NEW YORK — In a key advance for the study of depression, a comprehensive scan of human DNA has turned up the apparent hiding places of more than a dozen genes linked to the disorder.

“This is a jumping-off point” for further work to reveal the biological underpinnings of depression, which in turn can guide development of new drugs, said Ashley Winslow, an author of a paper on the work.

Experts said the result is important not only for its specific findings, but also for its demonstration that the study’s approach can help uncover clues to the biology of depression, which is largely a mystery.

Such DNA scans are popular for finding genes that affect risk of diseases, but depression has proven largely resistant to this approach. In a rare and modest success reported last year, researchers turned up two places in the human DNA that appear to harbor genes affecting risk in a Han Chinese population.

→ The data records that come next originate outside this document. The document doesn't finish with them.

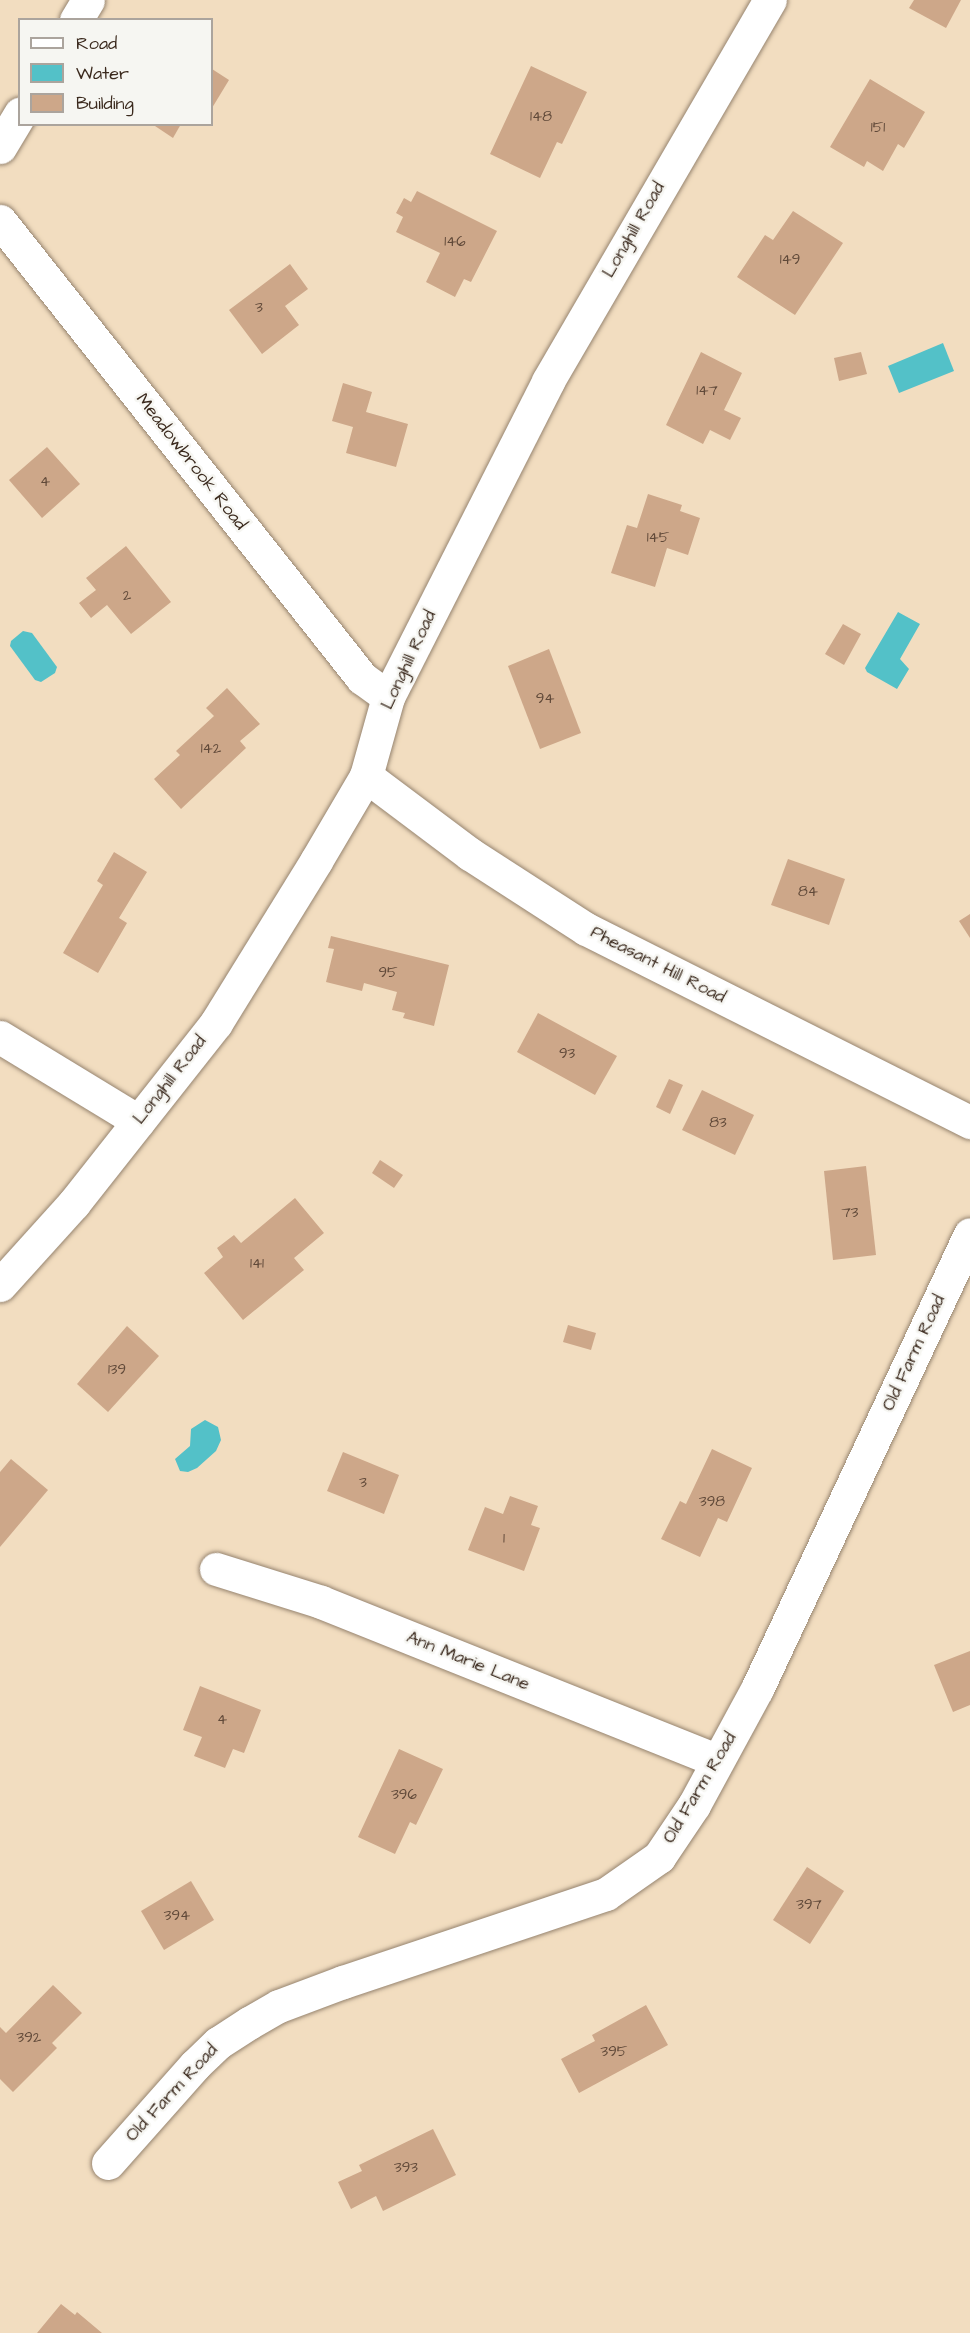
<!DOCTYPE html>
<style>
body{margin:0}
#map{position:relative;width:970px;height:2333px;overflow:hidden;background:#f2ddc0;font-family:"Architects Daughter",sans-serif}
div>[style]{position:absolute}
.water>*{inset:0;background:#53c1c8}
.building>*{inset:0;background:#cda789}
.roads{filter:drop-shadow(0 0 2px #96846f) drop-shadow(0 0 2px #96846f)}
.minor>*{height:33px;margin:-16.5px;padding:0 16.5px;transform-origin:16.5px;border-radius:16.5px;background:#fff}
span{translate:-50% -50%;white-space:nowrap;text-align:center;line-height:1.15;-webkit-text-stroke:5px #f6f6f2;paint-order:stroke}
.number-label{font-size:15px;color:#604939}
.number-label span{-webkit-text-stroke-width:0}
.street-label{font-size:18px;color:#3b2a1e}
.legend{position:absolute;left:18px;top:18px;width:195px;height:108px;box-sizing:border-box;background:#f6f6f2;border:2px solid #aba49d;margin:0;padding:8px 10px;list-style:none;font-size:18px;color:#3b2a1e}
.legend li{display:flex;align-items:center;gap:12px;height:30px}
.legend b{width:30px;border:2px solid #aba49d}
</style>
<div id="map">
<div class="water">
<div style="clip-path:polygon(943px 343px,954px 371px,899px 393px,888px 366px)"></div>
<div style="clip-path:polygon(898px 612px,920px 624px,900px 659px,909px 669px,897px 689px,867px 672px,865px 668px)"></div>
<div style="clip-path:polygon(23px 631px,32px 633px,57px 667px,55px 673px,41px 682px,35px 680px,10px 646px,11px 641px)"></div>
<div style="clip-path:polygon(205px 1420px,218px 1427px,221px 1440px,216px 1451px,197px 1468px,188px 1472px,180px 1471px,175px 1459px,190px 1446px,191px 1429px)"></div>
</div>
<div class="building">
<div style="clip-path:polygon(914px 0,961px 0,946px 28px,909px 8px)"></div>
<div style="clip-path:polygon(531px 66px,587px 92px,562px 144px,557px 142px,540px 178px,490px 154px)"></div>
<div style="clip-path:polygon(212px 69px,229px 80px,212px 108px)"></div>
<div style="clip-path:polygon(870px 79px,925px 112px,904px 148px,898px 144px,883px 171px,867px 161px,864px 167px,830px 147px)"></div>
<div style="clip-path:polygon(152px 124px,181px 124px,173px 138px)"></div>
<div style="clip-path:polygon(417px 191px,497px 231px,471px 282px,464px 279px,455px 297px,426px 282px,440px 253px,396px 232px,403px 217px,396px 213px,404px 198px,411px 202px)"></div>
<div style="clip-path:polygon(793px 211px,843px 243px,795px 315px,737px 277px,765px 235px,773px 240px)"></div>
<div style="clip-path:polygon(290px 264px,308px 289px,285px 306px,299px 325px,262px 354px,229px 310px)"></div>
<div style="clip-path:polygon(701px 352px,742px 373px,724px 410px,741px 418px,730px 440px,710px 430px,703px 444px,666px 425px)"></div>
<div style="clip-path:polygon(861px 352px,867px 374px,839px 381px,834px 358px)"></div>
<div style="clip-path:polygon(343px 383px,372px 392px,366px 412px,408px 424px,396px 467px,346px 453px,353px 427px,332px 421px)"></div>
<div style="clip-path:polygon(47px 447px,80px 484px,42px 518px,9px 480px)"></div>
<div style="clip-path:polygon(648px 494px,682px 505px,680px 511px,700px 518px,688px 555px,667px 548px,655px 587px,611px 573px,627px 525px,637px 528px)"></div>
<div style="clip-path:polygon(126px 546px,171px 602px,131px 634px,107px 605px,91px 618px,79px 603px,96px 590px,86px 578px)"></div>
<div style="clip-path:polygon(843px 624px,861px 634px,844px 665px,825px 654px)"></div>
<div style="clip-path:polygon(549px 649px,581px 733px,540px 749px,508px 666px)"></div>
<div style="clip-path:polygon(227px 688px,260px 724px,240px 741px,246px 748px,181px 809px,154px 779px,180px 755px,176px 751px,214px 716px,206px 708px)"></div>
<div style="clip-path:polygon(114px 852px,147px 872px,119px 918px,127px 923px,98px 973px,63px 953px,103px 885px,97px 881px)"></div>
<div style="clip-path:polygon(788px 859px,845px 879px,829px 925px,771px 905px)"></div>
<div style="clip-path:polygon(970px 914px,970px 938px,959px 921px)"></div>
<div style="clip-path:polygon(331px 936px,449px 965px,434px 1026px,403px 1018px,405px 1013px,392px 1010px,397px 992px,364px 983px,362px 991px,326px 982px,334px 949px,328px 948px)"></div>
<div style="clip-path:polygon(538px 1013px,617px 1056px,595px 1095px,517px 1052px)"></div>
<div style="clip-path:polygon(669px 1079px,683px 1085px,670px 1114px,656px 1107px)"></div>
<div style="clip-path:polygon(702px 1090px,754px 1115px,735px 1155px,682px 1130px)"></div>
<div style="clip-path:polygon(380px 1160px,403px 1175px,394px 1188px,372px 1173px)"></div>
<div style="clip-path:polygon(866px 1166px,876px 1255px,833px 1260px,824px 1171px)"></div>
<div style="clip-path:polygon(295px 1198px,324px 1233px,294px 1258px,304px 1270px,243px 1320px,204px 1273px,223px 1257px,217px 1248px,234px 1235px,241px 1243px)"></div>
<div style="clip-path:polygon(568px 1325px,596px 1333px,591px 1350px,563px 1342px)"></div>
<div style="clip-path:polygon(127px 1326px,159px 1356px,108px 1412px,77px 1384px)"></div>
<div style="clip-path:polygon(712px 1449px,752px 1468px,727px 1522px,718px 1518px,700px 1557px,661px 1539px,680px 1501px,686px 1504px)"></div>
<div style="clip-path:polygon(343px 1452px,399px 1475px,384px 1514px,327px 1491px)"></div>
<div style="clip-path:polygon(11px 1459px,48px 1490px,0 1547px,0 1472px)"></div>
<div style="clip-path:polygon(510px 1496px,538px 1506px,531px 1525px,540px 1528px,524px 1571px,468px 1550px,485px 1507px,503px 1514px)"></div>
<div style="clip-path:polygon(970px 1651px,970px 1705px,953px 1712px,934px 1665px)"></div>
<div style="clip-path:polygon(200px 1686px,261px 1710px,244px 1753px,233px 1749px,225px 1768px,194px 1756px,202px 1737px,183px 1730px)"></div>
<div style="clip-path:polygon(399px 1749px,443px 1769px,416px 1825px,410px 1822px,395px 1854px,358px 1837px)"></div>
<div style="clip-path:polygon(807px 1867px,844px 1891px,810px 1944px,773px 1920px)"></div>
<div style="clip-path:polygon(191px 1881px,214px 1920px,164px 1950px,141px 1911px)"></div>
<div style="clip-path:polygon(53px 1985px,82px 2013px,52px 2043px,57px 2048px,13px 2092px,0 2079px,0 2027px,6px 2033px)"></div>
<div style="clip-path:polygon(646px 2005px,668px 2045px,579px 2093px,561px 2059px,595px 2041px,592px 2035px)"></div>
<div style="clip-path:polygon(433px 2129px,456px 2175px,383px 2211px,376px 2196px,351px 2209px,338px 2182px,362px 2171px,359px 2165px)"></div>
<div style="clip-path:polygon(61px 2304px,75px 2315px,77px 2312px,102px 2333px,37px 2333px)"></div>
</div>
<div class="roads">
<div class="minor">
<div style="left:76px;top:20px;width:23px;rotate:-59deg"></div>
<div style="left:0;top:147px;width:39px;rotate:-59deg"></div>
<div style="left:0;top:221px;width:583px;rotate:51.62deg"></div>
<div style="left:362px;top:678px;width:32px;rotate:36deg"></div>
<div style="left:366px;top:776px;width:130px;rotate:36.9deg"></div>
<div style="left:470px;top:854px;width:138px;rotate:32.9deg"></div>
<div style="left:586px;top:929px;width:430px;rotate:26.7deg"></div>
<div style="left:0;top:1037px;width:162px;rotate:31.3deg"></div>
<div style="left:0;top:1285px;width:110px;rotate:-47.9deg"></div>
<div style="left:74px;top:1203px;width:229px;rotate:-51.7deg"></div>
<div style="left:216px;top:1023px;width:190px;rotate:-58.3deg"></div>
<div style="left:316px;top:861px;width:99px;rotate:-59.5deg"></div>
<div style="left:366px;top:776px;width:82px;rotate:-74.4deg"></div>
<div style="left:388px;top:697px;width:354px;rotate:-63.1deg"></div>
<div style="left:548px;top:381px;width:441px;rotate:-59.8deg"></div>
<div style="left:216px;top:1569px;width:110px;rotate:17.4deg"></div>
<div style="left:321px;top:1602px;width:426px;rotate:21.8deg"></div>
<div style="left:108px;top:2163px;width:131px;rotate:-48.4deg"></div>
<div style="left:195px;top:2065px;width:32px;rotate:-44deg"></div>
<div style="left:218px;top:2043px;width:37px;rotate:-33deg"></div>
<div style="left:249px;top:2023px;width:34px;rotate:-30deg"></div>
<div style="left:279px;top:2006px;width:68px;rotate:-20.6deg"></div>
<div style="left:343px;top:1982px;width:277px;rotate:-18.5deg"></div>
<div style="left:606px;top:1894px;width:65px;rotate:-34.9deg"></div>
<div style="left:659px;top:1857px;width:63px;rotate:-56.1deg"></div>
<div style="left:694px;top:1805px;width:132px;rotate:-61.5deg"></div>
<div style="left:757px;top:1689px;width:502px;rotate:-64.91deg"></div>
</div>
</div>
<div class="number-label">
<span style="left:541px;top:117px">148</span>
<span style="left:878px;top:128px">151</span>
<span style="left:455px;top:242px">146</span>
<span style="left:790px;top:260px">149</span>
<span style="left:259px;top:308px">3</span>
<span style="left:707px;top:391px">147</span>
<span style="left:45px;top:482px">4</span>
<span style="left:658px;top:538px">145</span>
<span style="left:127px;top:596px">2</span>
<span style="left:545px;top:699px">94</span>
<span style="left:211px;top:749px">142</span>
<span style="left:808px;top:892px">84</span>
<span style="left:388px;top:973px">95</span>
<span style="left:567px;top:1054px">93</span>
<span style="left:718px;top:1123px">83</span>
<span style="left:850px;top:1213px">73</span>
<span style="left:257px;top:1264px">141</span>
<span style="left:117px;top:1370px">139</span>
<span style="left:363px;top:1483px">3</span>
<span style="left:712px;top:1502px">398</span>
<span style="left:504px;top:1539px">1</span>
<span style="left:222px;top:1720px">4</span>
<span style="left:404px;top:1795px">396</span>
<span style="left:809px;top:1905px">397</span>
<span style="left:177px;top:1916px">394</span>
<span style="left:29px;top:2038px">392</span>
<span style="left:614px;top:2052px">395</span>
<span style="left:406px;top:2168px">393</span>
</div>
<div class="street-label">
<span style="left:634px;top:230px;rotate:-60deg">Longhill Road</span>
<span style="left:191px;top:462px;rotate:52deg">Meadowbrook Road</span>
<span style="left:409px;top:660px;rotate:-65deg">Longhill Road</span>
<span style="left:658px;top:965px;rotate:27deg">Pheasant Hill Road</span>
<span style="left:170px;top:1080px;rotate:-52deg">Longhill Road</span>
<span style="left:914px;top:1353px;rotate:-65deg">Old Farm Road</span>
<span style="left:468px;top:1661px;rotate:22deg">Ann Marie Lane</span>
<span style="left:700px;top:1788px;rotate:-59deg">Old Farm Road</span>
<span style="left:172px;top:2093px;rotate:-47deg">Old Farm Road</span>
</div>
<ul class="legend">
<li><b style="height:8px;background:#fff"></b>Road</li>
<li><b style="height:16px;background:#53c1c8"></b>Water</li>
<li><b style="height:16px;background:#cda789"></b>Building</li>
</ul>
</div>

But no evidence for that result appeared in people of European descent, which is the group studied in the more bountiful results announced Monday.

“What they’re showing is, we’re on the way” to finding many more genetic links, said Dr. Douglas Levinson of Stanford University. “They’ve shown that depression is tractable.”

He called the new results the most convincing evidence so far that such gene scans can pay off for depression.

The work by Winslow and others identified 15 areas of the human DNA – the “genome” – that show signs of harboring genetic variations that affect risk of becoming depressed. That indicates where scientists can focus on identifying and studying the affected genes, which in turn could reveal what processes go awry to raise the risk of the disease.